**Instructions to follow**
Each line from the first down to the one containing "margin:0; padding:0; list-style:none" should be returned exactly as it appears below.

**Entries shown**
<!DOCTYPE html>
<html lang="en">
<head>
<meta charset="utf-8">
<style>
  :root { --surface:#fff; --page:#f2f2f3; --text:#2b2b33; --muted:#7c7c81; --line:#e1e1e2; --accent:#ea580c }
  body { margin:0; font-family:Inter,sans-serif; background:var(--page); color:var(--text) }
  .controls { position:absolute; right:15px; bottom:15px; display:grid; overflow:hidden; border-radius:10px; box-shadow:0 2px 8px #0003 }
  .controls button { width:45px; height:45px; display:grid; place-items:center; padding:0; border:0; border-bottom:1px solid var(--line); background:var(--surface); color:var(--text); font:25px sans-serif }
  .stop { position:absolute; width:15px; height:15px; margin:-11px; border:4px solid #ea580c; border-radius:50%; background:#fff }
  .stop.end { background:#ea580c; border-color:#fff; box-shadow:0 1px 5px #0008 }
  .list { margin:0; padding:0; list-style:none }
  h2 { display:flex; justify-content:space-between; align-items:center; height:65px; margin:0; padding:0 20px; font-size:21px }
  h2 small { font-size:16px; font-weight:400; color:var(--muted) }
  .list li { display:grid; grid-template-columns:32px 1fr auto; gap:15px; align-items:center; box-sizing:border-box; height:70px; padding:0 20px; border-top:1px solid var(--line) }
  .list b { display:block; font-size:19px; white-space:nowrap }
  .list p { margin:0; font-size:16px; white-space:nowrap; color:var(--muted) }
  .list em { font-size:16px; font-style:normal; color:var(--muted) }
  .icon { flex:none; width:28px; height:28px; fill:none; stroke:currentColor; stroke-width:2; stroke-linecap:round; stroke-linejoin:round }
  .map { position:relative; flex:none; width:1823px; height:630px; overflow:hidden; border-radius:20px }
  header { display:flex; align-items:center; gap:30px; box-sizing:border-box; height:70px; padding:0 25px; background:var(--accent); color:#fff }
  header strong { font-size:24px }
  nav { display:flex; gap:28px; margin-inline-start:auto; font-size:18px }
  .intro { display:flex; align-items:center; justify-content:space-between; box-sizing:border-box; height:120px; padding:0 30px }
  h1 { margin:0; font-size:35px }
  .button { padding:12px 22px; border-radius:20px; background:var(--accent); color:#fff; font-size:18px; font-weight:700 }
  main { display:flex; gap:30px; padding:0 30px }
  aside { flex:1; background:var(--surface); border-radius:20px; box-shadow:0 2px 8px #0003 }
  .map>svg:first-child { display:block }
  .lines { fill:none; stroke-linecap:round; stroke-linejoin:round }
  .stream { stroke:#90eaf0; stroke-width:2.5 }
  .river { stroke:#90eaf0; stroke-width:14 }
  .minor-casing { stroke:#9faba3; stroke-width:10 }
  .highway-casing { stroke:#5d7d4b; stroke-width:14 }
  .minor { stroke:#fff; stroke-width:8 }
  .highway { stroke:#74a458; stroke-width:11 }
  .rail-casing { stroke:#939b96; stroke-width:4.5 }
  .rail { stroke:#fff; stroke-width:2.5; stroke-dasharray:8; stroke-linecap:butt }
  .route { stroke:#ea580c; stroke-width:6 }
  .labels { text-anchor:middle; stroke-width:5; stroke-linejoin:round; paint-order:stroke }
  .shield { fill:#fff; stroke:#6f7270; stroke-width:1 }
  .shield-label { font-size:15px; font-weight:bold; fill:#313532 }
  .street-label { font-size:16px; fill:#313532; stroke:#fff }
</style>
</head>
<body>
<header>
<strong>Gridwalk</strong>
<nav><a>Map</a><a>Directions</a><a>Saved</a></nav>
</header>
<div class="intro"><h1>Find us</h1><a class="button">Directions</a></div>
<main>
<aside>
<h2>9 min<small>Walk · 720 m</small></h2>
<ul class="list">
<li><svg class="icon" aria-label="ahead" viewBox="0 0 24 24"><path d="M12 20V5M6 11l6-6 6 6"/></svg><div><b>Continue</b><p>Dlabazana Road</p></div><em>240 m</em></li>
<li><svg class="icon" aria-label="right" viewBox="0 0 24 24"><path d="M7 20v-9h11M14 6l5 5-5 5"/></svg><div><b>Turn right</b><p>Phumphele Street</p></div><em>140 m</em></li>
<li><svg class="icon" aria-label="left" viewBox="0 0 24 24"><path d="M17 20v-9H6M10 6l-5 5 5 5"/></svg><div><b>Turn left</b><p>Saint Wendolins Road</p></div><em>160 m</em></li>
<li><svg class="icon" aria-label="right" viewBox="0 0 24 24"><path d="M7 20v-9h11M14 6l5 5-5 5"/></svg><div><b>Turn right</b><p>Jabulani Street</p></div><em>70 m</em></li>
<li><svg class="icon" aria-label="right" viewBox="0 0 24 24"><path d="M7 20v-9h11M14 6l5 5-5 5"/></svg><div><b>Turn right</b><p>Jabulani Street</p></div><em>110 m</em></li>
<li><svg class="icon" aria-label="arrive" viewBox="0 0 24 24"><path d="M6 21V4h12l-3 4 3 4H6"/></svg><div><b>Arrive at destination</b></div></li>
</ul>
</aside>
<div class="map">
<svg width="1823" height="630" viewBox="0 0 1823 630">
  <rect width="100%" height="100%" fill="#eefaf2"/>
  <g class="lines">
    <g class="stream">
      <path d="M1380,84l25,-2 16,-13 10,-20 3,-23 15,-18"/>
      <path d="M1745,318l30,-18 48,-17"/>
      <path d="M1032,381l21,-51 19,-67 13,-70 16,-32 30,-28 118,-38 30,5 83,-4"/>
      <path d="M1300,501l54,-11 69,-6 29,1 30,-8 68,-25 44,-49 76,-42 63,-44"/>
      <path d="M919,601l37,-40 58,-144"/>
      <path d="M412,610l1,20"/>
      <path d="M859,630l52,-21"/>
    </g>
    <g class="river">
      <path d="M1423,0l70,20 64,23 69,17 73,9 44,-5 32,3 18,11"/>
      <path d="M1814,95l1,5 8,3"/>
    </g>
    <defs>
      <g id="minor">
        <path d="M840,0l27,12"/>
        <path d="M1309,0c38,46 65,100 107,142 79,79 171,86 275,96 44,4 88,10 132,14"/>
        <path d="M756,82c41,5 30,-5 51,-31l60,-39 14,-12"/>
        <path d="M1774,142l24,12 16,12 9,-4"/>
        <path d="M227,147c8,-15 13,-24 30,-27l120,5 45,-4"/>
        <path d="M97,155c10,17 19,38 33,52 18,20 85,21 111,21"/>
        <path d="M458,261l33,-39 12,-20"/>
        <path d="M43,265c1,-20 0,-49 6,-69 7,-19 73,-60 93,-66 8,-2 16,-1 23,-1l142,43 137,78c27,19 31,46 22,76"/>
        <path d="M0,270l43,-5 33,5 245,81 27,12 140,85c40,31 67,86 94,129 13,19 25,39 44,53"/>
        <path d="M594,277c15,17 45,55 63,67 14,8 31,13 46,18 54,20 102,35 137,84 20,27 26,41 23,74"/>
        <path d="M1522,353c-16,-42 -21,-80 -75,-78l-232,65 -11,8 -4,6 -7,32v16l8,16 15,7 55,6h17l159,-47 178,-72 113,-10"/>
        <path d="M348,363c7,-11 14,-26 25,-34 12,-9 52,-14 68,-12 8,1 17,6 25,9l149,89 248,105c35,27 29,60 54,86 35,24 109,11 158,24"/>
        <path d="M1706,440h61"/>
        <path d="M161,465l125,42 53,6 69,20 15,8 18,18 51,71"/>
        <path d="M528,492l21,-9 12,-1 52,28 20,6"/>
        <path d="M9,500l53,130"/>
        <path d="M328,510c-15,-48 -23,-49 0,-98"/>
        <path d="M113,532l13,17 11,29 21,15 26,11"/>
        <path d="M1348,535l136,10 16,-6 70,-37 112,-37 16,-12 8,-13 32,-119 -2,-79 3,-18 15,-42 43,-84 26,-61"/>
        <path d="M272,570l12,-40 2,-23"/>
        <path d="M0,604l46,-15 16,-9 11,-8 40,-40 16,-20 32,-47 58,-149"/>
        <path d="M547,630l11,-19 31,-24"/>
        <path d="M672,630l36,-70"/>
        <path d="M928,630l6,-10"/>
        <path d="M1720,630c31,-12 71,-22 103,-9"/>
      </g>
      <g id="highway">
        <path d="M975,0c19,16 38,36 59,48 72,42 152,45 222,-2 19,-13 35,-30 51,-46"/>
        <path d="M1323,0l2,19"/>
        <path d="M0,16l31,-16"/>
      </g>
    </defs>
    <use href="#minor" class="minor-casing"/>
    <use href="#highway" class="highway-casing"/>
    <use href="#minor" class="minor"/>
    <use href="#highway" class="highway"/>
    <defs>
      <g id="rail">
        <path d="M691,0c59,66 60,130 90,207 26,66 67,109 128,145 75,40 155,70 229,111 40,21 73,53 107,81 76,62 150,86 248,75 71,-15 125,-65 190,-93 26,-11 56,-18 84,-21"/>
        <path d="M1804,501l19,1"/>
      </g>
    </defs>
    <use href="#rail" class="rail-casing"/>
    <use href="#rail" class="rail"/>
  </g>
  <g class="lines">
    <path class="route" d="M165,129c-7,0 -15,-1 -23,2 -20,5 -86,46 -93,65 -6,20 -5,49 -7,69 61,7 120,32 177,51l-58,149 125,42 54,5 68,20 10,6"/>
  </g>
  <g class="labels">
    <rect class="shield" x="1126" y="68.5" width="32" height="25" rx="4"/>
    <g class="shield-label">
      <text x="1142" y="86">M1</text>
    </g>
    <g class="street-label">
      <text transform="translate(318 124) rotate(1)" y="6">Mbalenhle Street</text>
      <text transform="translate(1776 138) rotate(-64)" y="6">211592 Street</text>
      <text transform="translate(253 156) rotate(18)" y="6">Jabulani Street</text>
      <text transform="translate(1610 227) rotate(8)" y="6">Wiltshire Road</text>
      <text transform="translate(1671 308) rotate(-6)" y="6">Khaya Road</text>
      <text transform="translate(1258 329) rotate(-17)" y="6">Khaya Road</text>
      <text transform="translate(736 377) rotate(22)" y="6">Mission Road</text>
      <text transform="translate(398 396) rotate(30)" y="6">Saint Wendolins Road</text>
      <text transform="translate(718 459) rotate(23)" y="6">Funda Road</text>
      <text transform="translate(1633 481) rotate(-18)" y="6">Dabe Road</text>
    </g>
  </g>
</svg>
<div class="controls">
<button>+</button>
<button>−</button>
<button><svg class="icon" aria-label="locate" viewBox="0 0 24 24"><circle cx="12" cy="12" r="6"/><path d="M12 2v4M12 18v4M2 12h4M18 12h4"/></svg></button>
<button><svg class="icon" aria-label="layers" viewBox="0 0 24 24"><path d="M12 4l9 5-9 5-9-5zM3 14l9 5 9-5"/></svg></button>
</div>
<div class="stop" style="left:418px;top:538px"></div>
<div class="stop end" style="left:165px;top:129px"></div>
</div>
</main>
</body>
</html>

**Exercise output**
<!DOCTYPE html>
<html lang="en">
<head>
<meta charset="utf-8">
<style>
  :root { --surface:#fff; --page:#f2f2f3; --text:#2b2b33; --muted:#7c7c81; --line:#e1e1e2; --accent:#ea580c }
  body { margin:0; font-family:Inter,sans-serif; background:var(--page); color:var(--text) }
  .controls { position:absolute; right:15px; bottom:15px; display:grid; overflow:hidden; border-radius:10px; box-shadow:0 2px 8px #0003 }
  .controls button { width:45px; height:45px; display:grid; place-items:center; padding:0; border:0; border-bottom:1px solid var(--line); background:var(--surface); color:var(--text); font:25px sans-serif }
  .stop { position:absolute; width:15px; height:15px; margin:-11px; border:4px solid #ea580c; border-radius:50%; background:#fff }
  .stop.end { background:#ea580c; border-color:#fff; box-shadow:0 1px 5px #0008 }
  .list { margin:0; padding:0; list-style:none }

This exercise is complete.